BEGIN Dataset

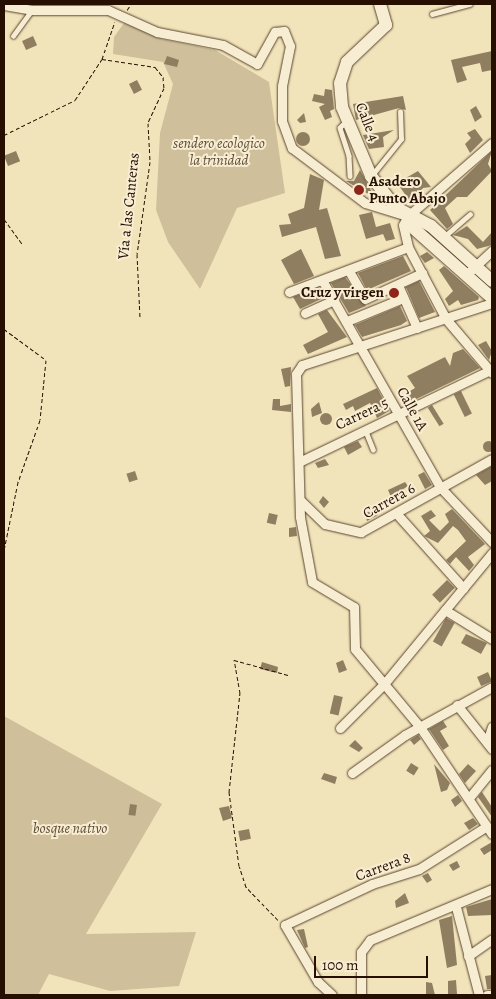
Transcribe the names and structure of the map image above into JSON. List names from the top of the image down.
{
  "streets": {
    "street": [
      "Calle 4",
      "Calle 1A",
      "Carrera 5",
      "Carrera 6",
      "Carrera 8"
    ],
    "path": ["Vía a las Canteras"]
  },
  "crossings": [
    ["Calle 1A", "Carrera 5"],
    ["Calle 1A", "Carrera 6"]
  ],
  "parks": ["sendero ecologico la trinidad", "bosque nativo"],
  "places": ["Asadero Punto Abajo", "Cruz y virgen"],
  "scale_bar": "100 m"
}
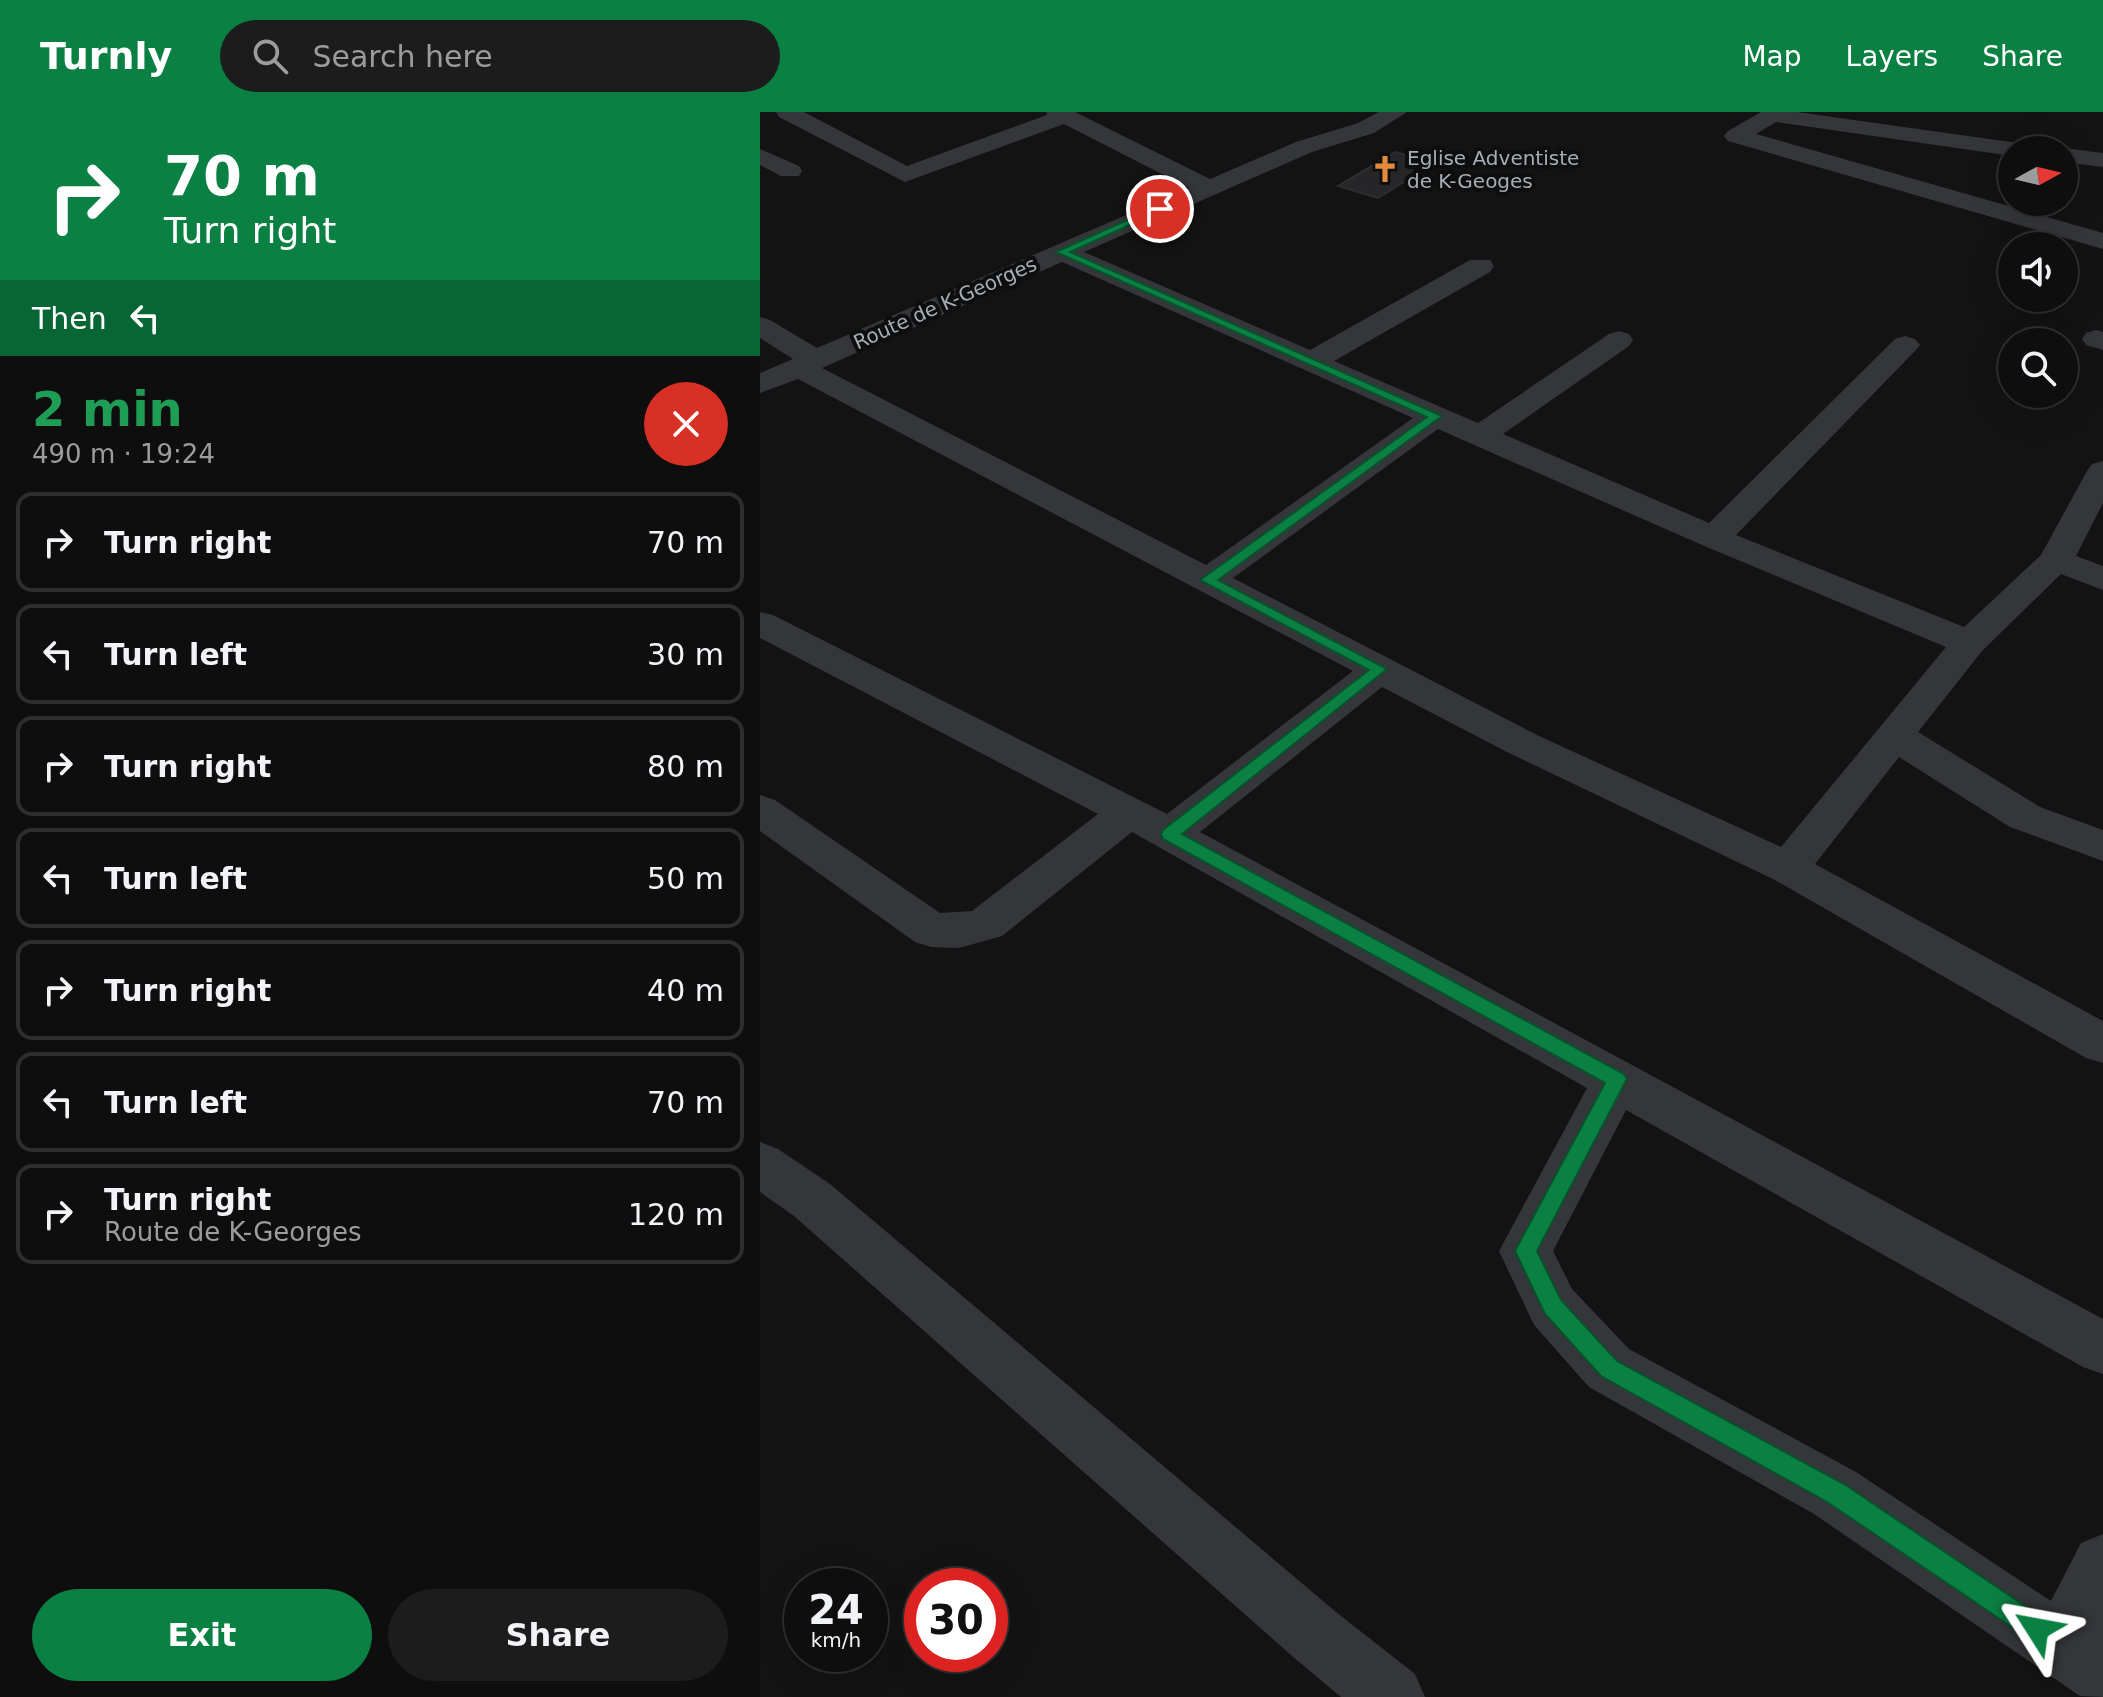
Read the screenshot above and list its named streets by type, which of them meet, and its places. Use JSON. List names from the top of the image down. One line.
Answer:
{"streets":{"street":["Route de K-Georges"]},"places":{"church":["Eglise Adventiste de K-Geoges"]},"north":"right","page":{"header":"Turnly","search":"Search here","nav":["Map","Layers","Share"],"turn":["70 m","Turn right"],"then":"Then","heading":["2 min","490 m · 19:24"],"list":[{"name":"Turn right","value":"70 m"},{"name":"Turn left","value":"30 m"},{"name":"Turn right","value":"80 m"},{"name":"Turn left","value":"50 m"},{"name":"Turn right","value":"40 m"},{"name":"Turn left","value":"70 m"},{"name":"Turn right","note":"Route de K-Georges","value":"120 m"}],"speed":"24 km/h","limit":"30","buttons":["Exit","Share"]}}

END Dataset

Instructions for the task: Output every line above exactly as it stands, and drop any picture.

Reply:
Transcribe the names and structure of the map image above into JSON. List names from the top of the image down.
{
  "streets": {
    "street": [
      "Calle 4",
      "Calle 1A",
      "Carrera 5",
      "Carrera 6",
      "Carrera 8"
    ],
    "path": ["Vía a las Canteras"]
  },
  "crossings": [
    ["Calle 1A", "Carrera 5"],
    ["Calle 1A", "Carrera 6"]
  ],
  "parks": ["sendero ecologico la trinidad", "bosque nativo"],
  "places": ["Asadero Punto Abajo", "Cruz y virgen"],
  "scale_bar": "100 m"
}
Read the screenshot above and list its named streets by type, which of them meet, and its places. Use JSON. List names from the top of the image down. One line.
Answer:
{"streets":{"street":["Route de K-Georges"]},"places":{"church":["Eglise Adventiste de K-Geoges"]},"north":"right","page":{"header":"Turnly","search":"Search here","nav":["Map","Layers","Share"],"turn":["70 m","Turn right"],"then":"Then","heading":["2 min","490 m · 19:24"],"list":[{"name":"Turn right","value":"70 m"},{"name":"Turn left","value":"30 m"},{"name":"Turn right","value":"80 m"},{"name":"Turn left","value":"50 m"},{"name":"Turn right","value":"40 m"},{"name":"Turn left","value":"70 m"},{"name":"Turn right","note":"Route de K-Georges","value":"120 m"}],"speed":"24 km/h","limit":"30","buttons":["Exit","Share"]}}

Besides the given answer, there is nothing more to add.